An Interface Message Processor (IMP ) is a packet switching node for the ARPANET and the immediate ancestor of modern routers. IMPs are a subject of the first Request for Comments by April 1969, RFC 1

IMPs are based on mini- computers of the series 16 from Honeywell. First, Honeywell DDP -516 were used in a particularly robust design, later Honeywell H316. Using special high-speed serial interface communicated the IMPs with the hosts that they staked to the ARPANET.

The IMP was conceived by Wesley A. Clark, who worked at Washington University in St. Louis at that time. He proposed the concept in April 1967 at a conference before, had invited to the Lawrence Roberts, the head of the ARPANET project. Until then, it had been planned to develop for each to be networked operating system software, which should make interoperability of all. Clark proposed to define an interface that was as easy to implement for all systems, and to provide the interface to the external network separately for such systems that could mediate between the other. This concept was an essential basis of the later Internet.

For June 1968 Roberts and his colleague Barry Wessler written on the basis of a study in the meantime created by the Stanford Research Institute, the final specification of the IMP.

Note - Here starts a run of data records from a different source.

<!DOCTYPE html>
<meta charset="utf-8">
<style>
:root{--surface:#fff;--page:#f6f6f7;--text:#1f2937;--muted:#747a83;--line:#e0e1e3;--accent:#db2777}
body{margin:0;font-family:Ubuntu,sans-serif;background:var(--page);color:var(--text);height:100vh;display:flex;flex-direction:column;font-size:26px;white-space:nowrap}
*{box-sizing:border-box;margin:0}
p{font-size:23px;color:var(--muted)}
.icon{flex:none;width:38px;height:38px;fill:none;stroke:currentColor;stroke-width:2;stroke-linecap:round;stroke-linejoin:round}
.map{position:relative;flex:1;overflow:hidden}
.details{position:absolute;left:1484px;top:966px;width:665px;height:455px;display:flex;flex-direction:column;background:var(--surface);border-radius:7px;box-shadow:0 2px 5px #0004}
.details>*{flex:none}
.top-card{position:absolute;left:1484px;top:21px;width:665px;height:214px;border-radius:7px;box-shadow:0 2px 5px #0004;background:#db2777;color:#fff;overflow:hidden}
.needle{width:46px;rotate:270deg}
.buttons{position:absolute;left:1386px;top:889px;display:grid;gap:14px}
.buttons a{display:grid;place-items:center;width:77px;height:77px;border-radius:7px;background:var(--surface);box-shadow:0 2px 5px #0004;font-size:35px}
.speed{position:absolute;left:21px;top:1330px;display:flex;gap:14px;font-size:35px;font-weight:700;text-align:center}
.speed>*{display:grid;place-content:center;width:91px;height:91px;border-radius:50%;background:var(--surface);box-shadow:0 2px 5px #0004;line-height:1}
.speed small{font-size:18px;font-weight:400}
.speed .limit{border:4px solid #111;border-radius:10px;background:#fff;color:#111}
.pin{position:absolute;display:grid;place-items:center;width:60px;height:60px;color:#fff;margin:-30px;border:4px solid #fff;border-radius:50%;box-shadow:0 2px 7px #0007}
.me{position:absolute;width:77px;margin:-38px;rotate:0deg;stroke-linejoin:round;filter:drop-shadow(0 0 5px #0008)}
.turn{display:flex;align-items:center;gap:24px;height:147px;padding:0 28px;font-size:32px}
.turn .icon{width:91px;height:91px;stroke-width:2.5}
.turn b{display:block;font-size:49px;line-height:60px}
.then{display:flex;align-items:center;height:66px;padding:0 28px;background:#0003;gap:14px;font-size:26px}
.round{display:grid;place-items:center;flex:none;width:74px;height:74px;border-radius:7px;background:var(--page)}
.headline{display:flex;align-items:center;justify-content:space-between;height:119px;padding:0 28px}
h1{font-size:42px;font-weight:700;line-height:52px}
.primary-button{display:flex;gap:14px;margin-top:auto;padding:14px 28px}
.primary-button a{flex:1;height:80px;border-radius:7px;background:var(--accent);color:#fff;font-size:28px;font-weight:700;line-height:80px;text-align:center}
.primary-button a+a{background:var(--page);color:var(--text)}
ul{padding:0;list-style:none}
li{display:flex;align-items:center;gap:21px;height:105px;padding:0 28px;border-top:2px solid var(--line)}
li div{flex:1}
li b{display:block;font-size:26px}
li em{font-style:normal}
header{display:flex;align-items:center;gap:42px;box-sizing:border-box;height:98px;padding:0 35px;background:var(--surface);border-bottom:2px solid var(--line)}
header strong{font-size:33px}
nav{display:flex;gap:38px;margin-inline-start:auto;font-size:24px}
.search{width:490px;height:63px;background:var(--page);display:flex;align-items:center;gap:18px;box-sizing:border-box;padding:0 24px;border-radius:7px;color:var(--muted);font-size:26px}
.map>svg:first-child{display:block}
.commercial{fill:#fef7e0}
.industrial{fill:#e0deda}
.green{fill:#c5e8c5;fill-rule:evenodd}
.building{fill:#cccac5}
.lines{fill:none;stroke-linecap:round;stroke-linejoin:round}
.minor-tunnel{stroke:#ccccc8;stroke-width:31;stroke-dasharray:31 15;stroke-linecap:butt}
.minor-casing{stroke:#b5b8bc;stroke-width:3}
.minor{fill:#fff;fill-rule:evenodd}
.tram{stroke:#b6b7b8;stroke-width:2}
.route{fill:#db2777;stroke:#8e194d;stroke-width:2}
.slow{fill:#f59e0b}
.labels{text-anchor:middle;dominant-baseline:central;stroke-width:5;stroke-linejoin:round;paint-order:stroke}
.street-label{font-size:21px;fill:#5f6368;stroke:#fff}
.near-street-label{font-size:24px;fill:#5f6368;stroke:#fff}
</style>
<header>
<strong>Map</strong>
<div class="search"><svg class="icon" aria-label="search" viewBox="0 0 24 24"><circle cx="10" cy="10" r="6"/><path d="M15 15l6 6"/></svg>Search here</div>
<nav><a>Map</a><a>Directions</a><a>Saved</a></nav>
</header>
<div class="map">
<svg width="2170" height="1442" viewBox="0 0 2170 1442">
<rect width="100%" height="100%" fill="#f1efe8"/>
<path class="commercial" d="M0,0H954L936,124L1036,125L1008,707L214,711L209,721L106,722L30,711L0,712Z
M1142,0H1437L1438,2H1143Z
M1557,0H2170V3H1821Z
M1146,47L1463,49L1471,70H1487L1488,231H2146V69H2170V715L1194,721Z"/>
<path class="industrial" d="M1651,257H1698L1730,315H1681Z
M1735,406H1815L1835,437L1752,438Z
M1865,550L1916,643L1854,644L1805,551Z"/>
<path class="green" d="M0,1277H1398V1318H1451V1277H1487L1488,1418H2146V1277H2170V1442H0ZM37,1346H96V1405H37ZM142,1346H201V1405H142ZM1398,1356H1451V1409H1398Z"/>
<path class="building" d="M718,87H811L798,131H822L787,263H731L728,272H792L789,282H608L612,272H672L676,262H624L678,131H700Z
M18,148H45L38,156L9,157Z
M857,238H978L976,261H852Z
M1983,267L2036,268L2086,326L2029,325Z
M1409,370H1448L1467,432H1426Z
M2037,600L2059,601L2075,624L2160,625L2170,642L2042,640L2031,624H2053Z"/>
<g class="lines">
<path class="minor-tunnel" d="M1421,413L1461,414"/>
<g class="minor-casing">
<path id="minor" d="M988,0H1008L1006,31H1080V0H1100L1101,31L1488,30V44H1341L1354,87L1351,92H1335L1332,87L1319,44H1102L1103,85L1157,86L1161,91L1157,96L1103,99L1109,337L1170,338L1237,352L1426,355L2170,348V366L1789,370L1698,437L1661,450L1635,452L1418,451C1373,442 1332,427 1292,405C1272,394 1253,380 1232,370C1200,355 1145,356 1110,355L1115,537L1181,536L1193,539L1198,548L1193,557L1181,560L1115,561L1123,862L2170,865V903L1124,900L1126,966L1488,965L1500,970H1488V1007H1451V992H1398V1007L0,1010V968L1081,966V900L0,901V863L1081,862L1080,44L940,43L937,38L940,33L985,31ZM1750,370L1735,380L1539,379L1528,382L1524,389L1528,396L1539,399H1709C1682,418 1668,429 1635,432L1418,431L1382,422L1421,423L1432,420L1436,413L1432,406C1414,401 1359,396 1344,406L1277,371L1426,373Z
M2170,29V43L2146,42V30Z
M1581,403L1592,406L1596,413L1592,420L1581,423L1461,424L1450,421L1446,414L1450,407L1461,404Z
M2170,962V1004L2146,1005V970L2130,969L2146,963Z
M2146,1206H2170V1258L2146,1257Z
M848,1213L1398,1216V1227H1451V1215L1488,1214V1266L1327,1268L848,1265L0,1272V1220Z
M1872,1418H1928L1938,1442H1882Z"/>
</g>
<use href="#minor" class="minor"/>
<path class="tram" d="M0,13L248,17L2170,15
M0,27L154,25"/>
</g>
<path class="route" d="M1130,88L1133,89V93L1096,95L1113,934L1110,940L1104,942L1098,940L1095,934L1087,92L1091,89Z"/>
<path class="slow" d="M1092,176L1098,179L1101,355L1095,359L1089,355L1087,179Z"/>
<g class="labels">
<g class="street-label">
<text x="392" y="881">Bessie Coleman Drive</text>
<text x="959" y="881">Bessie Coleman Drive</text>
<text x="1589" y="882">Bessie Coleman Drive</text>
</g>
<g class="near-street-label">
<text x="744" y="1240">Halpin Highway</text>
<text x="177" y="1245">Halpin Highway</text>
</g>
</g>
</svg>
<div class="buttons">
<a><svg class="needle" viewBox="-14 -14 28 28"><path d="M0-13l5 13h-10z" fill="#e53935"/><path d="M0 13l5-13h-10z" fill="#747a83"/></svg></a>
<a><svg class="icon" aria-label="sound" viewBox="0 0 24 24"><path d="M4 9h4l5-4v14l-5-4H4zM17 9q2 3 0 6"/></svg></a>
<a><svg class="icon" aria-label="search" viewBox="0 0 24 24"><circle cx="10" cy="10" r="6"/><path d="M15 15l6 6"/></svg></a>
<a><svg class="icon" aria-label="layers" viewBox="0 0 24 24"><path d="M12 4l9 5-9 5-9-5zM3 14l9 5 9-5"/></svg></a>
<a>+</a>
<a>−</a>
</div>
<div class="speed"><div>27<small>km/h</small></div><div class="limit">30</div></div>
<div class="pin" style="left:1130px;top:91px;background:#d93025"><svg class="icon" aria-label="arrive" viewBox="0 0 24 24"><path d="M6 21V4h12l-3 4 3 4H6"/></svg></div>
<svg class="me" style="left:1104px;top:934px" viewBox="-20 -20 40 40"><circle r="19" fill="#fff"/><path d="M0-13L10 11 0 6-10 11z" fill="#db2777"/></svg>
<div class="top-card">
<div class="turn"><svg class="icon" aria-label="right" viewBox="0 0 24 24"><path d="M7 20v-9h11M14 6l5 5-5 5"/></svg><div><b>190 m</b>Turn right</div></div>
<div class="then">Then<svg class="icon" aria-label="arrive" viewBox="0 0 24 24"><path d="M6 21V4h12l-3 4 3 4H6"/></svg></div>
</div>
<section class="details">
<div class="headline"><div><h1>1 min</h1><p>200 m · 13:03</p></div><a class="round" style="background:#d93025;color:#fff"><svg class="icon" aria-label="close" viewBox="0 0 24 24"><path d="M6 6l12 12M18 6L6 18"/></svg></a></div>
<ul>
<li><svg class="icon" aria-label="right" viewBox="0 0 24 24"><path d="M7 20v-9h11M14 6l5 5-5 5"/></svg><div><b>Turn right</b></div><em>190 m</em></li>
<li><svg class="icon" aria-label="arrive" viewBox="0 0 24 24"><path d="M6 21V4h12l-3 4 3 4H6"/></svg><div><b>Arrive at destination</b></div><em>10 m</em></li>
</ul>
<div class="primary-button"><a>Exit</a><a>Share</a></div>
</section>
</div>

In December 1968, Bolt Beranek and Newman ( BBN ) awarded the contract for the first implementations. The composition of the team that implemented the first IMP was:

  • Director: Frank Heart
  • Software: Bernie Cosell, William Crowther, Robert E. Kahn, Hawley Rising, Dave Walden
  • Hardware: Ben Barker, Severo Ornstein, Marty Thrope
  • Unknown task: Bill Bertell (Honeywell), Jim Geisman, Truett Thach

The first IMP was at the University of California, Los Angeles. He was connected to a Sigma 7 from Scientific Data Systems. The second IMP was installed at the Stanford Research Institute (SRI ) and connected to an SDS 940. The first communication was made on October 29, 1969 under the direction of Leonard Kleinrock. It was the first two letters of the word "login". The system crashed, as the third letter was sent. An hour later succeeded the error-free transmission.